*** Opening Provided information ***

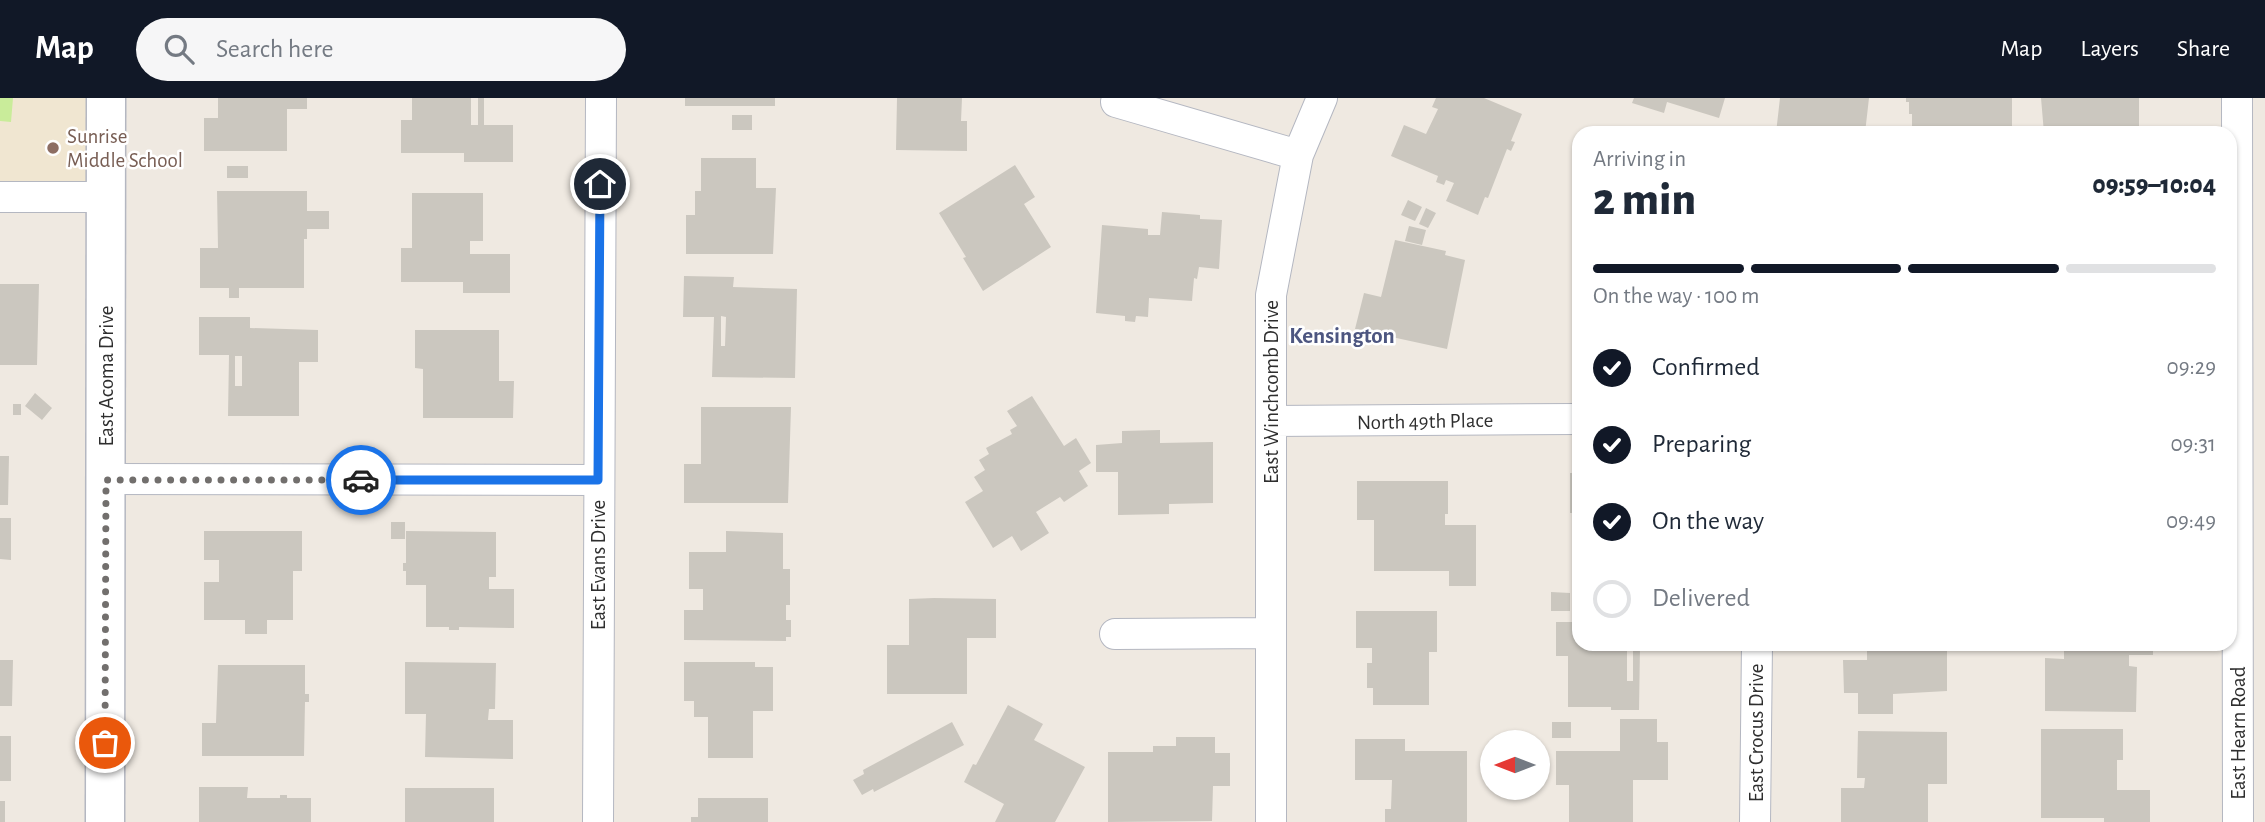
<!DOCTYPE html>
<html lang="en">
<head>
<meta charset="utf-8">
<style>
	:root { --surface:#fff; --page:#f6f6f7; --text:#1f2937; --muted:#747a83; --line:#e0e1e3; --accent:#111827 }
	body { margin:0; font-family:"Alegreya Sans",sans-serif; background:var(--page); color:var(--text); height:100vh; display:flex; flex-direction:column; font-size:26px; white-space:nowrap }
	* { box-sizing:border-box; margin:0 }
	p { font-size:23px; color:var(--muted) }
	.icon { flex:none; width:38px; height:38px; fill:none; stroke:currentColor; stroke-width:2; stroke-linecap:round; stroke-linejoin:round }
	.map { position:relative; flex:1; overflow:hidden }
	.details { position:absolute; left:1572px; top:28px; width:665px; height:525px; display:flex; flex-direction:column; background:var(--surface); border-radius:21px; box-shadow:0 2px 5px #0004 }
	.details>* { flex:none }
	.needle { width:46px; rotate:270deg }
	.buttons { position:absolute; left:1480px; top:632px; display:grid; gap:14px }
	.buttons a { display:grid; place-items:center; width:70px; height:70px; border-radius:50%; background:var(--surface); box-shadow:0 2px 5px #0004; font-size:35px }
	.pin { position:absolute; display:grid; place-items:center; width:60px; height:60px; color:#fff; margin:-30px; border:4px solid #fff; border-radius:50%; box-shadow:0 2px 7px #0007 }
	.courier { position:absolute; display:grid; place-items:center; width:70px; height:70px; margin:-35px; border:5px solid #1a73e8; border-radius:50%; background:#fff; color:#222; box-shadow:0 2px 9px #0007 }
	.head em { font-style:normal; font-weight:800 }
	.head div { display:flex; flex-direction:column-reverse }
	.head { display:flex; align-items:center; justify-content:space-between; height:119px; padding:0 21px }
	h1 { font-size:46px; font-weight:800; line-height:52px }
	.bar { display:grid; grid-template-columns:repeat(4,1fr); gap:10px 7px; align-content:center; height:84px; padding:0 21px }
	.bar i { height:9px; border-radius:5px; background:var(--line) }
	.bar .on { background:var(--accent) }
	.bar p { grid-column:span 4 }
	ol { padding:0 21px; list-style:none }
	li { display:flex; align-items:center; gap:21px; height:77px }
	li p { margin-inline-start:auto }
	li .icon { padding:7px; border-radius:50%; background:var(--accent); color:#fff; stroke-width:4 }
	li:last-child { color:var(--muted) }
	li i { width:38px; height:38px; border:4px solid var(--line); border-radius:50% }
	header { display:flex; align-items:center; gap:42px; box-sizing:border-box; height:98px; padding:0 35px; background:var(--accent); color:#fff }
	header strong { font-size:33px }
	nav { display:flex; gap:38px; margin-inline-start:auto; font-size:24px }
	.search { width:490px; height:63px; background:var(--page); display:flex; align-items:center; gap:18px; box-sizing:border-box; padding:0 24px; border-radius:38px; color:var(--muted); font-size:26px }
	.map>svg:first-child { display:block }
	.education { fill:#f0e6d1 }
	.pitch { fill:#c9ec9a }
	.building { fill:#cbc7bf; fill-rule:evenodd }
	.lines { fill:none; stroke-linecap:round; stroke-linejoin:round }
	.street-casing { stroke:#b4b7c1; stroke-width:32 }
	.secondary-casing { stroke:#b4b7c1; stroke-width:41 }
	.street { stroke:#fff; stroke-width:30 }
	.secondary { stroke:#fff; stroke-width:38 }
	.done { stroke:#726f6d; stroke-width:7; stroke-dasharray:0 12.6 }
	.route { stroke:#1a73e8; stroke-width:9 }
	.education-dot { fill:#8d6e63; stroke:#fff; stroke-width:2.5 }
	.labels { text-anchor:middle; stroke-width:5; stroke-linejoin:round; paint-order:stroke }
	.education-label { font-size:21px; fill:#785e54; stroke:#fff; text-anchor:start }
	.street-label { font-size:21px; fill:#2e2e2e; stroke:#fff }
	.neighbourhood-label { font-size:23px; font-weight:bold; fill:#4d5680; stroke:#fff }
</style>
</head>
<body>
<header>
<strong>Map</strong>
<div class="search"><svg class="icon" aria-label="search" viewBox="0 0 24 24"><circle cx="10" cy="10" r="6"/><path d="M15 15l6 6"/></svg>Search here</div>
<nav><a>Map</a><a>Layers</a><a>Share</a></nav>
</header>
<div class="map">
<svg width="2265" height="724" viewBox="0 0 2265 724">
	<rect width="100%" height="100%" fill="#efe9e1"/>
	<!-- education -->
	<path class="education" d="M0 0H106V99H0Z"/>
	<!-- pitch -->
	<path class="pitch" d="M0 0H13L11 24 0 23Z"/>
	<!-- building -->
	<path class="building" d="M218 0H307V11H287V53H204V20H218Z
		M412 0H471V27H478V0H484V27H513V64H464V55H401V22H412Z
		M685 0H775V8H685Z
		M897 0H962L961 23H967V53L896 52Z
		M1436 0H1484L1522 16 1511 43 1515 44 1511 53 1507 51 1488 100 1485 99 1478 117 1446 103 1454 85 1446 82 1444 87 1436 84 1438 78 1391 58 1404 27 1426 36 1438 11 1432 9Z
		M1634 0H1725L1719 20 1667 4 1664 15 1632 5Z
		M1780 0H1869L1865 35H1776Z
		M1906 0H2012V35H1953V28H1912V16H1909V4H1906Z
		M2041 0H2139V35H2044Z
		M732 17H752V32H732Z
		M701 60H756V90H776L773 156H686V117H695V93H701Z
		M1015 67 1035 99 1024 106 1051 149 983 193 963 160 966 159 939 115Z
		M227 68H248V80H227Z
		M217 93H307V113H329V131H307V141H304V190H239V200H229V190H200V150H218Z
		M412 95H483V143H470V156H510V195H463V184H401V150H412Z
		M1408 102 1422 109 1415 123 1401 117Z
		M1426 110 1436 115 1428 130 1419 126Z
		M1162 114 1200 117V121L1222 122 1219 171 1199 169 1197 181 1194 180 1192 203 1149 200 1148 219 1136 218 1135 224 1125 223V218L1096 215 1102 127 1148 131V137H1160Z
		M1409 128 1426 132 1422 147 1405 143Z
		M1395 142 1446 153 1445 157 1465 162 1447 251 1355 231 1364 195 1381 199Z
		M684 178 734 179 733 189 797 191 795 280 712 279 714 219H683ZM721 218 726 219 725 248H721Z
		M0 186H39L37 267H0Z
		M199 219H250V230L318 232V264H299V318H228L229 257H199ZM235 258H242V288H235Z
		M415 232H499V283H514L513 320H423V271L415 270Z
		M35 295 52 310 42 322 25 308Z
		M1032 298 1064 348 1076 340 1091 365 1079 373 1088 388 1064 404 1060 399 1036 414 1049 435 1021 453 1012 438 993 450 965 404 983 393 974 379 985 372 979 362 989 356 986 350 1012 336 1010 332 1017 328 1007 313Z
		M13 306H21V317H13Z
		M701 309H791L788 405H684V366H701Z
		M1160 332V345L1213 344V405L1169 406V416L1118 417V374H1096V347L1122 345V333Z
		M0 358H9L8 407H0Z
		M1570 375H1578V415H1570Z
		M1357 383H1448V416H1445V427H1476V488H1449V473H1374V422H1357Z
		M0 420H11V462L0 461Z
		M391 424H405V441H391Z
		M204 433H302V473H293V522H267V536H245V522H204V484H219V462H204Z
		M406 433 496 434V479H489V491H514V530L459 529V532H449V529H426V487H406V473H403V465H406Z
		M726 433 783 435V471H790V507H786V522H791V539H786V543L684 542V512H703V491H689V454H726Z
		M1551 494 1570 495V513H1551Z
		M934 500 996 501V540H967V596H887V547H909V501Z
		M1356 513H1437V554H1429V607H1373V590H1367V565H1372V550H1356Z
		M1556 524H1578V546H1667V549H1640L1639 612H1611V609H1568V558H1556ZM1627 552H1633V583H1627Z
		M1867 546H1947V593L1893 596V616H1858V595H1844L1843 562H1867Z
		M2064 546H2153V557H2129V568L2137 569 2136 614 2045 613V560L2064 561Z
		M0 562H13L12 608H0Z
		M405 564 496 565 495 611H489L488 622H513V661L425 659 426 616H405Z
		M684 564H755V569H773V613H753V660H708V619H694V603H684Z
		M218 567H305V596H309V604H305L304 658H202V625H216Z
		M1008 607 1043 626 1034 642 1085 669 1055 724H995L1004 706 964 684 973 666 976 667Z
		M1620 621H1657V644H1668V682H1633V724H1569V687H1556V653H1620Z
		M952 624 964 647 874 694 873 691 862 697 853 682 864 676 863 672Z
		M1552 624H1571V640H1552Z
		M2041 631H2123V662H2117V692H2150V724H2104V720H2041Z
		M1858 633 1947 634V686H1928V724H1841V690H1864L1865 680H1857Z
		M0 638H11V683H0Z
		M1176 639H1215V655H1230V688H1213L1212 723 1108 724V654H1153V648H1176Z
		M1355 641H1405V653H1467V724H1385V711H1391L1392 682H1355Z
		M199 689H248L247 700H280V697H287V700H311V724H199Z
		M405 690H494V724H405Z
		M698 700H768V724H691V719H698Z
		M0 703H5V724H0Z"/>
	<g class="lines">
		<!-- street casing -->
		<g class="street-casing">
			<path id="street" d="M2237 0 2238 724
				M1116 4 1298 57
				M0 99H106
				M1271 323 1578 321
				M106 381 598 382
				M1115 536 1271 535
				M598 724 601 0
				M1271 724V197L1298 57 1322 0
				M1755 724 1757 546"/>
		</g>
		<!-- secondary casing -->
		<g class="secondary-casing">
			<path id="secondary" d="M105 724 106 0"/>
		</g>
		<!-- street -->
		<use href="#street" class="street"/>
		<!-- secondary -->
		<use href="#secondary" class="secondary"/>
	</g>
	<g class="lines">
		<!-- done -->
		<path class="done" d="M105 645 106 382H361"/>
		<!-- route -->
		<path class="route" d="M361 382H598L600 86"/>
	</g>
	<!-- markers -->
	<circle class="education-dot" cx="53" cy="50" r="7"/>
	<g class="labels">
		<!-- education labels -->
		<g class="education-label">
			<text x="67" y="45">Sunrise<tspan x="67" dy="24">Middle School</tspan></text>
		</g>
		<!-- street labels -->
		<g class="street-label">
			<text transform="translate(106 278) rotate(-90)" y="7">East Acoma Drive</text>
			<text transform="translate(1271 294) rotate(-90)" y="7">East Winchcomb Drive</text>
			<text transform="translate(1425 323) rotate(-1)" y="7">North 49th Place</text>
			<text transform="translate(598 467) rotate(-90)" y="7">East Evans Drive</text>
			<text transform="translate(1756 635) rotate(-90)" y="7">East Crocus Drive</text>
			<text transform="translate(2238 635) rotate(-90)" y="7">East Hearn Road</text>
		</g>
		<!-- neighbourhood labels -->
		<g class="neighbourhood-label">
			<text x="1342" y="245">Kensington</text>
		</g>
	</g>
</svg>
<div class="buttons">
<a><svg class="needle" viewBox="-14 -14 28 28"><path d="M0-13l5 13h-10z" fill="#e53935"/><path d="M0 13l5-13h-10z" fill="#747a83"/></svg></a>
</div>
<div class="pin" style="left:105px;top:645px;background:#ea580c"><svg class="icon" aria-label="bag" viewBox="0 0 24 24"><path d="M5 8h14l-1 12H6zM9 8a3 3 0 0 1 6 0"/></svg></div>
<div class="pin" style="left:600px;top:86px;background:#1f2937"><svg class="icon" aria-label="home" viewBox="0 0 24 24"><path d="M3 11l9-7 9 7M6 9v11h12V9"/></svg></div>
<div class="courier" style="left:361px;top:382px"><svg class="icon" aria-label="car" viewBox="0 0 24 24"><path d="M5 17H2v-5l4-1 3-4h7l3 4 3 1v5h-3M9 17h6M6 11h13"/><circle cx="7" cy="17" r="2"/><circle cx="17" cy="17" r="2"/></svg></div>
<section class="details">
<div class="head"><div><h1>2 min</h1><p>Arriving in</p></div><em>09:59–10:04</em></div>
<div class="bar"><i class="on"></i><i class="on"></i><i class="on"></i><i></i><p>On the way · 100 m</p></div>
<ol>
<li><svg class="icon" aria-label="check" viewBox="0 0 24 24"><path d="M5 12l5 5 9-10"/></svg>Confirmed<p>09:29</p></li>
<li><svg class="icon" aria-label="check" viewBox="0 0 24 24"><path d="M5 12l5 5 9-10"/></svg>Preparing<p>09:31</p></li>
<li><svg class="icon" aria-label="check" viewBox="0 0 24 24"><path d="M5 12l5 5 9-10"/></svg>On the way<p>09:49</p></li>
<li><i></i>Delivered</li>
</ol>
</section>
</div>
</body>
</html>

*** Closing Provided information ***

Assigned task:
Only the count is needed: the number of lines in the data that include the word "check".

Solved problem:
3